The Extended Reality Nuclear Reactor Laboratory simulation would allow some retired courses that used the Ford Nuclear Reactor to be taught again to upper level undergraduates and graduate students.

“I hope to gain experience and insight into how to apply XR technologies in a practical way to enhance education and research in the field of nuclear engineering,” Kochunas said. “I think XR has such potential for this area of science, or really any area of science where the reality is you have a physical system that is expensive or potentially hazardous.”

Students would use virtual-reality headsets to virtually walk around the reactor control room and floor, look down at the core, view instrument panels and interact with the control panel.

“In reality, one does not simply walk up next to an operating nuclear reactor core, but in virtual reality one can,” Kochunas said. “We can also overlay simulation results on the virtualized physical systems allowing students to experience neutron fields or temperature fields visually, where in reality this is not possible. Now we get the opportunity to have the Phoenix rise again—only virtually. I think that’s pretty cool.”

Other projects funded are:

Cross-platform XR Tools for Supporting Student Creativity in Immersive Audio Design

Faculty lead: Anıl Çamcı, assistant professor of performing arts technology, School of Music, Theatre & Dance
Description: Develop AR and VR versions of a browser-based tool for designing virtual immersive sonic environments. This tool, Inviso, enables novice and expert users to construct complex immersive sonic environments with 3D dynamic sound components.
Students: Undergraduate and graduate students taking courses on XR, audio and film production, interaction design, accessibility and areas of practice that deal with data representation and urban planning.

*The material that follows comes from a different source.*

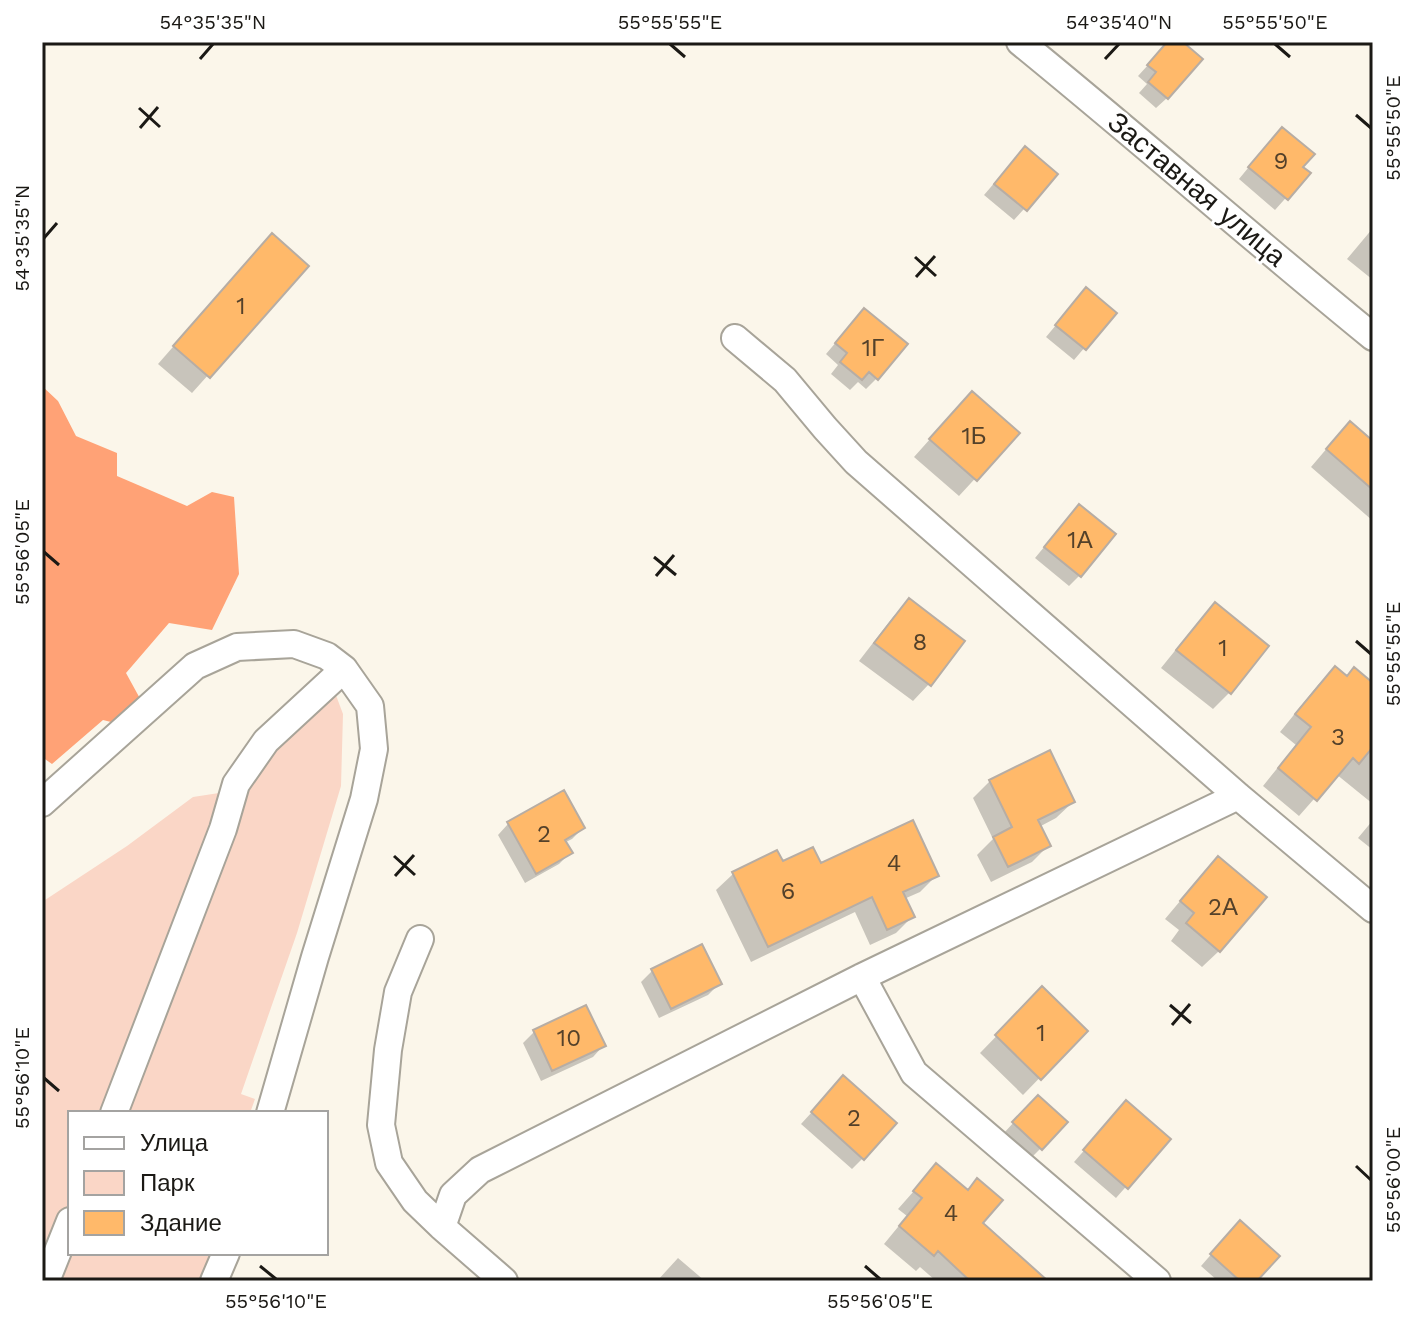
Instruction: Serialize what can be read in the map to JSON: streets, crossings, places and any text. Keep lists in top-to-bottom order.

Crashing Trains and Launching Rockets: A Virtual Physics Laboratory for the Classroom

Faculty Lead: Thomas Schwarz, associate professor, Department of Physics
Description: This classroom experiment would be used to test the viability of the XR platform for pedagogy in a physics laboratory course and to assess the requirements for developing more general tools for creating future experiments.
Students: Undergraduate physics/engineering students and, potentially, STEM high school students.

Augmented Techtronics

Faculty lead: Jonathan Rule, co-founder of MPR Arquitectos and assistant professor of practice, Taubman College of Architecture and Urban Planning
Description: The project will leverage both VR and AR to demystify construction concepts currently presented through abstract drawings and images. The VR environment will provide a platform construction simulation experience. The AR component will be content-embedded in an app accessible on a smart device.
Students: This is a core residential course serving 100 undergraduate and graduate students each year.

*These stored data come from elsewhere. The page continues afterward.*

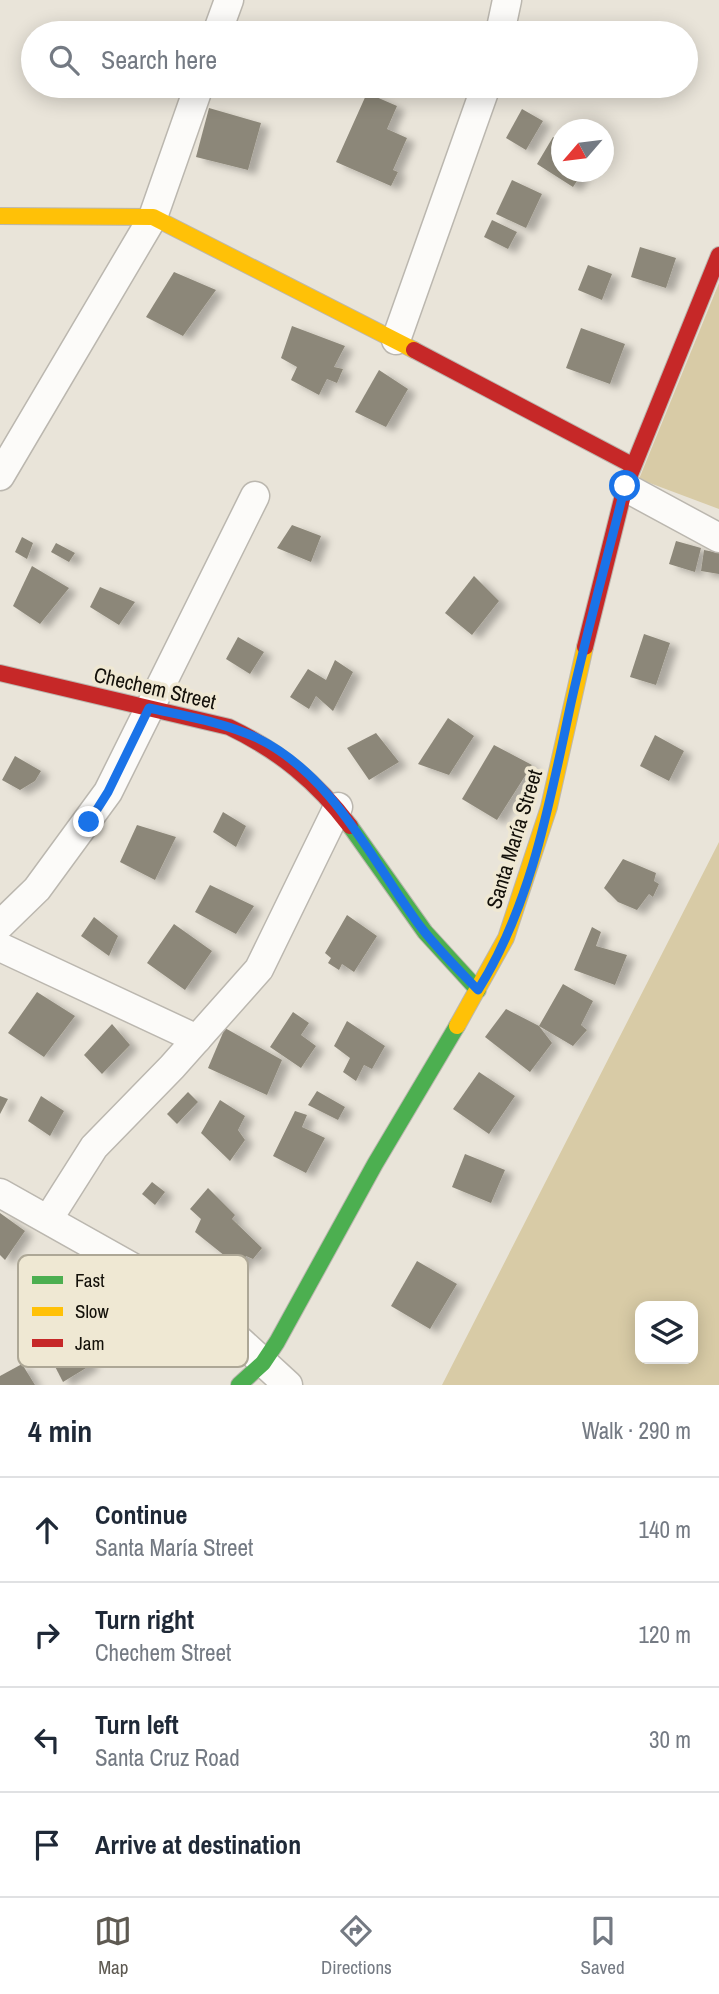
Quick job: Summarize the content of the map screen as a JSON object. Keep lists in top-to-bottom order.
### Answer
{
  "streets": {
    "street": ["Chechem Street", "Santa María Street"]
  },
  "crossings": [
    ["Chechem Street", "Santa María Street"]
  ],
  "legend": ["Fast", "Slow", "Jam"],
  "north": "bottom left",
  "page": {
    "search": "Search here",
    "heading": ["4 min", "Walk · 290 m"],
    "list": [
      ["Continue", "Santa María Street", "140 m"],
      ["Turn right", "Chechem Street", "120 m"],
      ["Turn left", "Santa Cruz Road", "30 m"],
      "Arrive at destination"
    ],
    "nav": ["Map", "Directions", "Saved"]
  }
}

Comparison of Student Learning of Head and Neck Anatomy and Diagnosis of Pathology Using XR

Faculty lead: Hera Kim-Berman, clinical assistant professor, Department of Orthodontics and Pediatric Dentistry 
Description: This proposal seeks to compare two learning techniques by using two randomly assigned groups of students with minimal experience in interpretation of cone beam computed tomography images, who either will be trained to use a computer screen and Dolphin 3-D Imaging software to view data, or a VR group with a headset and ImmersiveView application to view a rendered 3-D model of the skull and overlaid CBCT data. 
Students: The study will seek second-year dental students.